**What is expected:** Wherever a line in the material contains the word "crossings", copy that line.

**Task inputs:**

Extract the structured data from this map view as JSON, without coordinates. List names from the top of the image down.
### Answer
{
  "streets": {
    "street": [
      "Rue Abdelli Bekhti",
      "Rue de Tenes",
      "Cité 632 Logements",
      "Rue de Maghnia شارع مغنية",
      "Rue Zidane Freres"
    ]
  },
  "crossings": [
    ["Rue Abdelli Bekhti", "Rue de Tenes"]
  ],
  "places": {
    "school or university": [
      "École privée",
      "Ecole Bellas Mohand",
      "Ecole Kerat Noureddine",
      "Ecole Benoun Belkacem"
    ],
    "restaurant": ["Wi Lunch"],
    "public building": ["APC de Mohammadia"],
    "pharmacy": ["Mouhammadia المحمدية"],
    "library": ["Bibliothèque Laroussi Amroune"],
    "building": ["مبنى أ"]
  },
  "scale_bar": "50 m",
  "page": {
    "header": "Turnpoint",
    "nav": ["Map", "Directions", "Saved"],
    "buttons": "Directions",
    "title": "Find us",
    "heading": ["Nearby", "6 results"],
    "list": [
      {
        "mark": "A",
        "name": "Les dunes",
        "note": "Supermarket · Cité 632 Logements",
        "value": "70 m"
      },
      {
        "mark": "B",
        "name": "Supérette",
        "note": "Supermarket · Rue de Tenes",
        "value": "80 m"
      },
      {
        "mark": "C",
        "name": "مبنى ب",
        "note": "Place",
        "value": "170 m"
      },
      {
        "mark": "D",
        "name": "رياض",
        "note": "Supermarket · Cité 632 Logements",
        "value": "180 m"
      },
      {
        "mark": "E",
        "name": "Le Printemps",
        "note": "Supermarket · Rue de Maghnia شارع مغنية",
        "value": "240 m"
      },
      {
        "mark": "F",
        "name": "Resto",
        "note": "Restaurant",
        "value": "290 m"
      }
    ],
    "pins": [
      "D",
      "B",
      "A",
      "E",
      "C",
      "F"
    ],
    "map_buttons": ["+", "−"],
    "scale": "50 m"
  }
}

--

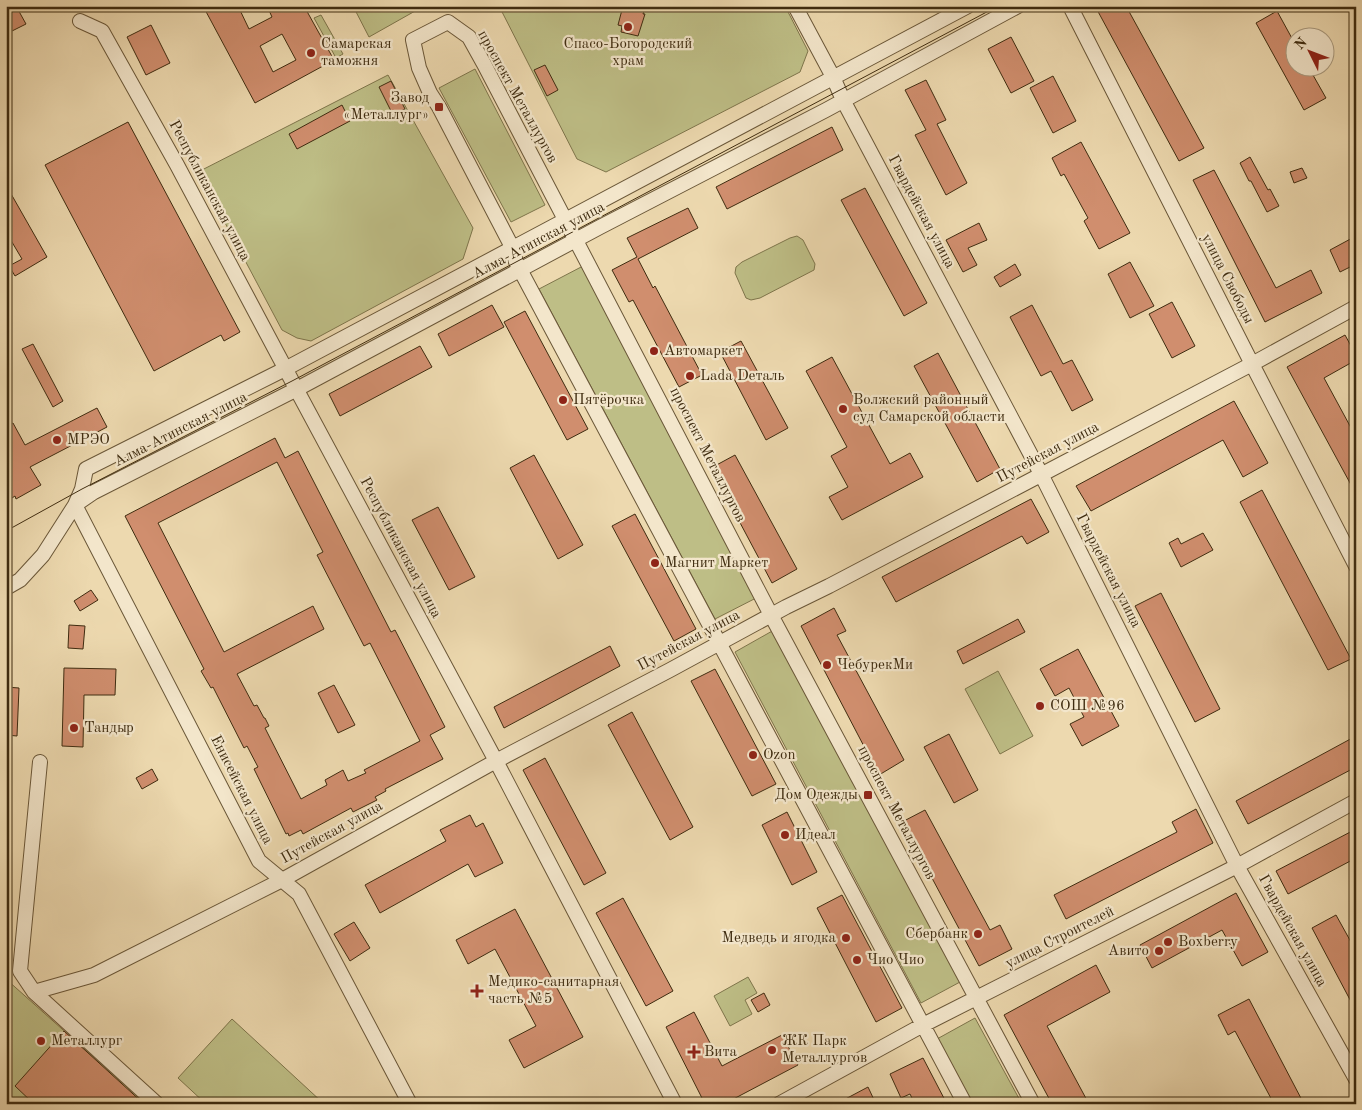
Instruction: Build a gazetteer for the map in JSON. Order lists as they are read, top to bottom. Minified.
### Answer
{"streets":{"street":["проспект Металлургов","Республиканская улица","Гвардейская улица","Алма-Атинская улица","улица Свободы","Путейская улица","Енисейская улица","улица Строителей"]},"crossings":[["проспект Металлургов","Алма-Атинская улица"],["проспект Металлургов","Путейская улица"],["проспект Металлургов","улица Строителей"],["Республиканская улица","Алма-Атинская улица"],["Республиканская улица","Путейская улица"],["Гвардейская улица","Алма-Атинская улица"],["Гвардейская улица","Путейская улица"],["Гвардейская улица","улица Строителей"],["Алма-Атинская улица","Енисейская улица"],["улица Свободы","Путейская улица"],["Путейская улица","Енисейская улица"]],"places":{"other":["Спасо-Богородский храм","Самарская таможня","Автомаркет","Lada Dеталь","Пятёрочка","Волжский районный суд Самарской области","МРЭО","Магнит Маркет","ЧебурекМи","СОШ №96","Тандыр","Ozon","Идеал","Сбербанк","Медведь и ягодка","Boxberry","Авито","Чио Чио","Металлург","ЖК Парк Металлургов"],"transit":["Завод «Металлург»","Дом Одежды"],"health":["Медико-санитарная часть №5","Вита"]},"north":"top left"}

**Answer to this problem:**
  "crossings": [
{"streets":{"street":["проспект Металлургов","Республиканская улица","Гвардейская улица","Алма-Атинская улица","улица Свободы","Путейская улица","Енисейская улица","улица Строителей"]},"crossings":[["проспект Металлургов","Алма-Атинская улица"],["проспект Металлургов","Путейская улица"],["проспект Металлургов","улица Строителей"],["Республиканская улица","Алма-Атинская улица"],["Республиканская улица","Путейская улица"],["Гвардейская улица","Алма-Атинская улица"],["Гвардейская улица","Путейская улица"],["Гвардейская улица","улица Строителей"],["Алма-Атинская улица","Енисейская улица"],["улица Свободы","Путейская улица"],["Путейская улица","Енисейская улица"]],"places":{"other":["Спасо-Богородский храм","Самарская таможня","Автомаркет","Lada Dеталь","Пятёрочка","Волжский районный суд Самарской области","МРЭО","Магнит Маркет","ЧебурекМи","СОШ №96","Тандыр","Ozon","Идеал","Сбербанк","Медведь и ягодка","Boxberry","Авито","Чио Чио","Металлург","ЖК Парк Металлургов"],"transit":["Завод «Металлург»","Дом Одежды"],"health":["Медико-санитарная часть №5","Вита"]},"north":"top left"}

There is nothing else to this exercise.